To increase participation in Advanced APMs, CMS announced on Tuesday the addition of the Oncology Care Model to its 2017 offerings. The agency is reopening applications for new practices and payers in CPC+ and Next Generation ACOs for the 2018 performance year.
Understanding what an APM actually is
Advanced APMs are similar to APMs, but with a few more requirements. Participants must:
- Use certified EHR technology;
- Payments must be based on quality measures similar to those under MIPS; and
- Require use of a Medical Home Model or bear more than a minimal amount of financial risk.
There is also the Other Payer Advanced APM, which requires participants to adopt a Medicaid Medical Home Model or accept more than a nominal amount of monetary risk.
The models vary in their goals and requirements, but all seek to improve outcomes and lower overall costs. The Comprehensive ESRD Care Model seeks to enhance the care of beneficiaries with end-stage renal disease by coordinating care given by nephrologists, dialysis clinics and other providers. Providers participating in ESRD Seamless Care Organizations are accountable for clinical quality, as well as financial, outcomes under Medicare Part A and B spending, including spending on dialysis services.
Similarly, the Shared Savings Program seeks to improve care for Medicare fee-for-service beneficiaries by rewarding ACOs that reduce healthcare spending while meeting certain quality care performance standards and improving patient satisfaction.
Under this model, providers accept increasing shares of performance-based risk depending on which track they opt into. For example, participants in Track 1 — already underway — agree to up to 50% risk sharing. That rises to 60% with Track 2 and to 75% with Track 3. The performance payment limit also goes up with each progressive track: 10% for Track 1; 15% for Track 2; and 20% for Track 3.
Participants should consult the CMS website for their particular model to see what quality data CMS requires them to submit. Providers that leave an Advanced APM before the end of 2017 should ensure they’ve seen enough patients or received sufficient payments to qualify for the 5% bonus. If not, submission of MIPS data may be needed to avoid a draw down in payment, the agency says.

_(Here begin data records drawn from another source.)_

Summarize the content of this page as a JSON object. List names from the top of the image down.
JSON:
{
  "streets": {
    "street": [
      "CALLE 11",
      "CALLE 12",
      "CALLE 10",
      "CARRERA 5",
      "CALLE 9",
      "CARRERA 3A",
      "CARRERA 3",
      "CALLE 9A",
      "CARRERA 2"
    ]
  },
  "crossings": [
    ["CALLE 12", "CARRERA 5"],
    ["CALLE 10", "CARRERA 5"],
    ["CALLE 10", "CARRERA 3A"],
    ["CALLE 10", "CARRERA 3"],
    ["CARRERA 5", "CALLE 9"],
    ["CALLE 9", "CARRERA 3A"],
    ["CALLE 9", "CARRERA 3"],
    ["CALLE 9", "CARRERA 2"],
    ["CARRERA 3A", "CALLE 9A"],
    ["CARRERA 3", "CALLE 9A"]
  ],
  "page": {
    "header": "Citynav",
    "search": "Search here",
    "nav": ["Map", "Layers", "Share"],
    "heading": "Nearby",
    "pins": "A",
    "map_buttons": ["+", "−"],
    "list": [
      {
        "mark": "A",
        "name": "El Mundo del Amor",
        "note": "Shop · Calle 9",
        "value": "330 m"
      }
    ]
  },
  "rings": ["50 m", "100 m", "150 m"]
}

“Advanced APMs are increasing in popularity due to multiple factors, including Medicare’s ongoing goal of decreasing the overall cost of caring for Medicare fee-for-service beneficiaries and more specifically the implementation of MACRA,” says Pamela Pelizzari, a healthcare consultant with Seattle-based actuarial firm Milliman.
But there is no one-size-fits-all approach to selecting an Advanced APM. Providers considering entering into an Advanced APM should consider both the downside risk potential and the cost of implementation, says Pelizzari.

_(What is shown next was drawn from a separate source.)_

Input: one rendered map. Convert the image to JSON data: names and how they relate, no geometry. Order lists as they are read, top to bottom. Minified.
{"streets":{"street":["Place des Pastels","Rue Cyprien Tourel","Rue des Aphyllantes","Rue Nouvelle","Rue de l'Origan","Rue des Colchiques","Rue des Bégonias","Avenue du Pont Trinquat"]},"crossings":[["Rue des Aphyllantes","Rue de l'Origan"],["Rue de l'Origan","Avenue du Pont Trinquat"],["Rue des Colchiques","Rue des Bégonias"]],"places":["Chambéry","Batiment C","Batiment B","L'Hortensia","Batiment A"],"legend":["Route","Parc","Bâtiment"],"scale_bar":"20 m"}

“While an Advanced APM may offer upside under the MACRA legislation, it will also include some level of downside risk,” she tells Healthcare Dive. “Some of this risk may be based on services across the spectrum of care (such as hospitalizations), and not just be based on services that providers render to their patients. Providers should consider whether this amount of downside risk is reasonable in comparison to the potential benefits under MACRA.”

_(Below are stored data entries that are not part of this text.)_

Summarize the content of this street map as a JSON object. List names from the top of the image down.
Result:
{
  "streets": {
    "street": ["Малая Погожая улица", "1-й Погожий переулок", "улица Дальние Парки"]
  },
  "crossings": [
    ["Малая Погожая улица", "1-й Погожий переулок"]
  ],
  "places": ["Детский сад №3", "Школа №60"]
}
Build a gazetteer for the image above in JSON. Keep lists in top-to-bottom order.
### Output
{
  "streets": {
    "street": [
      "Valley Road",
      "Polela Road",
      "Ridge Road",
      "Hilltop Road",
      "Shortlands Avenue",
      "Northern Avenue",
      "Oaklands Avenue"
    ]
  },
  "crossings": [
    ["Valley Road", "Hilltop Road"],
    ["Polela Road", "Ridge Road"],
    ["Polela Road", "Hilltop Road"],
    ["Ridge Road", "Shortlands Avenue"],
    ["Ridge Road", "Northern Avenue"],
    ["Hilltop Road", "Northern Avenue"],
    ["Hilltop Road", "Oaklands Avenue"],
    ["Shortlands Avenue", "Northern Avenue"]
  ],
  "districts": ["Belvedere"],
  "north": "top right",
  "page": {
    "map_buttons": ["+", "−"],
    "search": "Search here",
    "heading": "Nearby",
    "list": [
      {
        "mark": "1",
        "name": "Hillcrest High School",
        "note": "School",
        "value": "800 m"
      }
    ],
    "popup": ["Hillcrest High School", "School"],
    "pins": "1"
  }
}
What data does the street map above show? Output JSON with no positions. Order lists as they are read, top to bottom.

Providers should also calculate the cost of reporting quality metrics, care redesign changes and other operational functions under an Advanced APM, and “balance that with the potential financial gains related to both MACRA and any upside risk included in the Advanced APM financial methodology,” Pelizzari adds.
Mo' models! Mo' models! Mo' models!
On Tuesday, CMS announced additional opportunities for clinicians to join Advanced Alternative Payment Models in 2018:
- ACO Track 1+;
- New voluntary bundled payment model;
- Comprehensive Care for Joint Replacement Payment Model (certified electronic health record technology track); and
- Advancing Care Coordination through Episode Payment Models Track 1.
“With these new opportunities, CMS expects that by the 2018 performance period, 25% of clinicians in the Quality Payment Program will earn incentive payments by being a part of these advanced models,” Patrick Conway, deputy administrator of CMS, said in a statement. Other models are expected to become available in the future, the agency added.